*** Begin section ***
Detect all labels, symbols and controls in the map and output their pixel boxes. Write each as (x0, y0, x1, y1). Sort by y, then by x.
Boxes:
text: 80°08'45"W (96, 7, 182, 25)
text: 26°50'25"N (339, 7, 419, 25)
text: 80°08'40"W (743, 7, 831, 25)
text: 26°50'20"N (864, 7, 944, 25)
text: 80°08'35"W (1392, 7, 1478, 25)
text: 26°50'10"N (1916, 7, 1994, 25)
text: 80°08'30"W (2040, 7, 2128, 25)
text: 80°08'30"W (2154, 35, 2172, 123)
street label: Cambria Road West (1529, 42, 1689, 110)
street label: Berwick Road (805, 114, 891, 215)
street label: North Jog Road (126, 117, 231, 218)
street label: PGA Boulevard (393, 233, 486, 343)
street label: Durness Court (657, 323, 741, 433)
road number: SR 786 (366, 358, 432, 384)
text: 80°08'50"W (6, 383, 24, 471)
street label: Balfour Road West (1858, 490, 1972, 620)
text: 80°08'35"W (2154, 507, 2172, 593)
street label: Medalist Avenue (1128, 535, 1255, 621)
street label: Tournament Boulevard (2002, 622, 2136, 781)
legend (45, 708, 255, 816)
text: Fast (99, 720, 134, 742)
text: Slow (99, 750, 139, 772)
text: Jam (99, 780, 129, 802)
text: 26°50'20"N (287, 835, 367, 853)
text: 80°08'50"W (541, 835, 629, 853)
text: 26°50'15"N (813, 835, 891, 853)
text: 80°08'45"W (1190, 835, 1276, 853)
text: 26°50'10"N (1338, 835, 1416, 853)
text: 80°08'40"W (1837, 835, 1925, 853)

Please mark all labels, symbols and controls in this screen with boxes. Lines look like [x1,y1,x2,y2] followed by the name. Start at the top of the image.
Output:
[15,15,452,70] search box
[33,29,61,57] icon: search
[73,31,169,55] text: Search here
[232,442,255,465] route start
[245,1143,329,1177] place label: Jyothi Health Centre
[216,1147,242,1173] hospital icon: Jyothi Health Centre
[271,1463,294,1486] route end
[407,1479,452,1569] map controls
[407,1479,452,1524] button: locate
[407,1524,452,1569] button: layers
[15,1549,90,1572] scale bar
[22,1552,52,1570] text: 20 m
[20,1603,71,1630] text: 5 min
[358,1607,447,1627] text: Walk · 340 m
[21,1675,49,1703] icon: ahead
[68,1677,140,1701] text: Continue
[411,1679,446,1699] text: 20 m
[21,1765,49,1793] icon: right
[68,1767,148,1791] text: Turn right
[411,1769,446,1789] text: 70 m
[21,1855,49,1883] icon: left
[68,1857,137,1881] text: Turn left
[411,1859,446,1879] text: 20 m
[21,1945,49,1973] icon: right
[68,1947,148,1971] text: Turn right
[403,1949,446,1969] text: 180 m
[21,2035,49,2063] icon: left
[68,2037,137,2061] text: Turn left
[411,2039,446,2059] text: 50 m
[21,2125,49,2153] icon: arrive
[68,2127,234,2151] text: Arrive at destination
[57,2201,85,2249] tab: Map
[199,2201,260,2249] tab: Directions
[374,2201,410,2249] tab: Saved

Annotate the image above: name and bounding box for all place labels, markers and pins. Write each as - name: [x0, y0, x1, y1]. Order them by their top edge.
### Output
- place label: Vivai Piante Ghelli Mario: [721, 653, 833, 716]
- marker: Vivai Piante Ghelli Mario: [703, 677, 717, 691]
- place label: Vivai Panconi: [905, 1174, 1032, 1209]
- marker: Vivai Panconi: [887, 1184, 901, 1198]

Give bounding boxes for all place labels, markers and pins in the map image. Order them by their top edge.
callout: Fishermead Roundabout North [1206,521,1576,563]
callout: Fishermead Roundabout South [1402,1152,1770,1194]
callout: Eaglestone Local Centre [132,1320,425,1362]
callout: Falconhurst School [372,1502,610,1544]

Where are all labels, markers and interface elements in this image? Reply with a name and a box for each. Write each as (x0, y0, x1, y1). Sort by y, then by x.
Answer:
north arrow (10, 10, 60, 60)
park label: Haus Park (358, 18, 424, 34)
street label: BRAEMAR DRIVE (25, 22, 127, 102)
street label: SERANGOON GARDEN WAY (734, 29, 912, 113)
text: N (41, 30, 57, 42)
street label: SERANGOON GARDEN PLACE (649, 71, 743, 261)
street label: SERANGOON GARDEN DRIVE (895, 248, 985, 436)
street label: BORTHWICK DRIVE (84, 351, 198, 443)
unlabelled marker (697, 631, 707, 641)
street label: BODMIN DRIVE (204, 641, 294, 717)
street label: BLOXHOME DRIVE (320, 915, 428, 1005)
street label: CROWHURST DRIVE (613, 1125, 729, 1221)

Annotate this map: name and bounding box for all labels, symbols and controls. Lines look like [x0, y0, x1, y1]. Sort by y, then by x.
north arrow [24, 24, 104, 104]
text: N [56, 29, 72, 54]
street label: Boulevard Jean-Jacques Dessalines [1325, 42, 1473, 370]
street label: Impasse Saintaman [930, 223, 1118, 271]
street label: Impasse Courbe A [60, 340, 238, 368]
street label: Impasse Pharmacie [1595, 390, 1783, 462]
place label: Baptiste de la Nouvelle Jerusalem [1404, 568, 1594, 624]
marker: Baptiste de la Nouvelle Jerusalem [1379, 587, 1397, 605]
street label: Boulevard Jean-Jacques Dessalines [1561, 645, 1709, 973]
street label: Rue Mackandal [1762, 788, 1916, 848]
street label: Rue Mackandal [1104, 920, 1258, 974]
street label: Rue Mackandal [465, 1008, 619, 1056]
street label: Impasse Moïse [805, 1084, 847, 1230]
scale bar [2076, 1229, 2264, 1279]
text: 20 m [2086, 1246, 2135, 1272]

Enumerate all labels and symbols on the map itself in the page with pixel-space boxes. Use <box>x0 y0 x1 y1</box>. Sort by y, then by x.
*** End section ***
Exercise description:
Could you restate the records above word for word?

Result:
Detect all labels, symbols and controls in the map and output their pixel boxes. Write each as (x0, y0, x1, y1). Sort by y, then by x.
Boxes:
text: 80°08'45"W (96, 7, 182, 25)
text: 26°50'25"N (339, 7, 419, 25)
text: 80°08'40"W (743, 7, 831, 25)
text: 26°50'20"N (864, 7, 944, 25)
text: 80°08'35"W (1392, 7, 1478, 25)
text: 26°50'10"N (1916, 7, 1994, 25)
text: 80°08'30"W (2040, 7, 2128, 25)
text: 80°08'30"W (2154, 35, 2172, 123)
street label: Cambria Road West (1529, 42, 1689, 110)
street label: Berwick Road (805, 114, 891, 215)
street label: North Jog Road (126, 117, 231, 218)
street label: PGA Boulevard (393, 233, 486, 343)
street label: Durness Court (657, 323, 741, 433)
road number: SR 786 (366, 358, 432, 384)
text: 80°08'50"W (6, 383, 24, 471)
street label: Balfour Road West (1858, 490, 1972, 620)
text: 80°08'35"W (2154, 507, 2172, 593)
street label: Medalist Avenue (1128, 535, 1255, 621)
street label: Tournament Boulevard (2002, 622, 2136, 781)
legend (45, 708, 255, 816)
text: Fast (99, 720, 134, 742)
text: Slow (99, 750, 139, 772)
text: Jam (99, 780, 129, 802)
text: 26°50'20"N (287, 835, 367, 853)
text: 80°08'50"W (541, 835, 629, 853)
text: 26°50'15"N (813, 835, 891, 853)
text: 80°08'45"W (1190, 835, 1276, 853)
text: 26°50'10"N (1338, 835, 1416, 853)
text: 80°08'40"W (1837, 835, 1925, 853)

Please mark all labels, symbols and controls in this screen with boxes. Lines look like [x1,y1,x2,y2] followed by the name. Start at the top of the image.
Output:
[15,15,452,70] search box
[33,29,61,57] icon: search
[73,31,169,55] text: Search here
[232,442,255,465] route start
[245,1143,329,1177] place label: Jyothi Health Centre
[216,1147,242,1173] hospital icon: Jyothi Health Centre
[271,1463,294,1486] route end
[407,1479,452,1569] map controls
[407,1479,452,1524] button: locate
[407,1524,452,1569] button: layers
[15,1549,90,1572] scale bar
[22,1552,52,1570] text: 20 m
[20,1603,71,1630] text: 5 min
[358,1607,447,1627] text: Walk · 340 m
[21,1675,49,1703] icon: ahead
[68,1677,140,1701] text: Continue
[411,1679,446,1699] text: 20 m
[21,1765,49,1793] icon: right
[68,1767,148,1791] text: Turn right
[411,1769,446,1789] text: 70 m
[21,1855,49,1883] icon: left
[68,1857,137,1881] text: Turn left
[411,1859,446,1879] text: 20 m
[21,1945,49,1973] icon: right
[68,1947,148,1971] text: Turn right
[403,1949,446,1969] text: 180 m
[21,2035,49,2063] icon: left
[68,2037,137,2061] text: Turn left
[411,2039,446,2059] text: 50 m
[21,2125,49,2153] icon: arrive
[68,2127,234,2151] text: Arrive at destination
[57,2201,85,2249] tab: Map
[199,2201,260,2249] tab: Directions
[374,2201,410,2249] tab: Saved

Annotate the image above: name and bounding box for all place labels, markers and pins. Write each as - name: [x0, y0, x1, y1]. Order them by their top edge.
### Output
- place label: Vivai Piante Ghelli Mario: [721, 653, 833, 716]
- marker: Vivai Piante Ghelli Mario: [703, 677, 717, 691]
- place label: Vivai Panconi: [905, 1174, 1032, 1209]
- marker: Vivai Panconi: [887, 1184, 901, 1198]

Give bounding boxes for all place labels, markers and pins in the map image. Order them by their top edge.
callout: Fishermead Roundabout North [1206,521,1576,563]
callout: Fishermead Roundabout South [1402,1152,1770,1194]
callout: Eaglestone Local Centre [132,1320,425,1362]
callout: Falconhurst School [372,1502,610,1544]

Where are all labels, markers and interface elements in this image? Reply with a name and a box for each. Write each as (x0, y0, x1, y1). Sort by y, then by x.
Answer:
north arrow (10, 10, 60, 60)
park label: Haus Park (358, 18, 424, 34)
street label: BRAEMAR DRIVE (25, 22, 127, 102)
street label: SERANGOON GARDEN WAY (734, 29, 912, 113)
text: N (41, 30, 57, 42)
street label: SERANGOON GARDEN PLACE (649, 71, 743, 261)
street label: SERANGOON GARDEN DRIVE (895, 248, 985, 436)
street label: BORTHWICK DRIVE (84, 351, 198, 443)
unlabelled marker (697, 631, 707, 641)
street label: BODMIN DRIVE (204, 641, 294, 717)
street label: BLOXHOME DRIVE (320, 915, 428, 1005)
street label: CROWHURST DRIVE (613, 1125, 729, 1221)

Annotate this map: name and bounding box for all labels, symbols and controls. Lines look like [x0, y0, x1, y1]. Sort by y, then by x.
north arrow [24, 24, 104, 104]
text: N [56, 29, 72, 54]
street label: Boulevard Jean-Jacques Dessalines [1325, 42, 1473, 370]
street label: Impasse Saintaman [930, 223, 1118, 271]
street label: Impasse Courbe A [60, 340, 238, 368]
street label: Impasse Pharmacie [1595, 390, 1783, 462]
place label: Baptiste de la Nouvelle Jerusalem [1404, 568, 1594, 624]
marker: Baptiste de la Nouvelle Jerusalem [1379, 587, 1397, 605]
street label: Boulevard Jean-Jacques Dessalines [1561, 645, 1709, 973]
street label: Rue Mackandal [1762, 788, 1916, 848]
street label: Rue Mackandal [1104, 920, 1258, 974]
street label: Rue Mackandal [465, 1008, 619, 1056]
street label: Impasse Moïse [805, 1084, 847, 1230]
scale bar [2076, 1229, 2264, 1279]
text: 20 m [2086, 1246, 2135, 1272]

Enumerate all labels and symbols on the map itself in the page with pixel-space boxes. Use <box>x0 y0 x1 y1</box>. Sort by y, then by x.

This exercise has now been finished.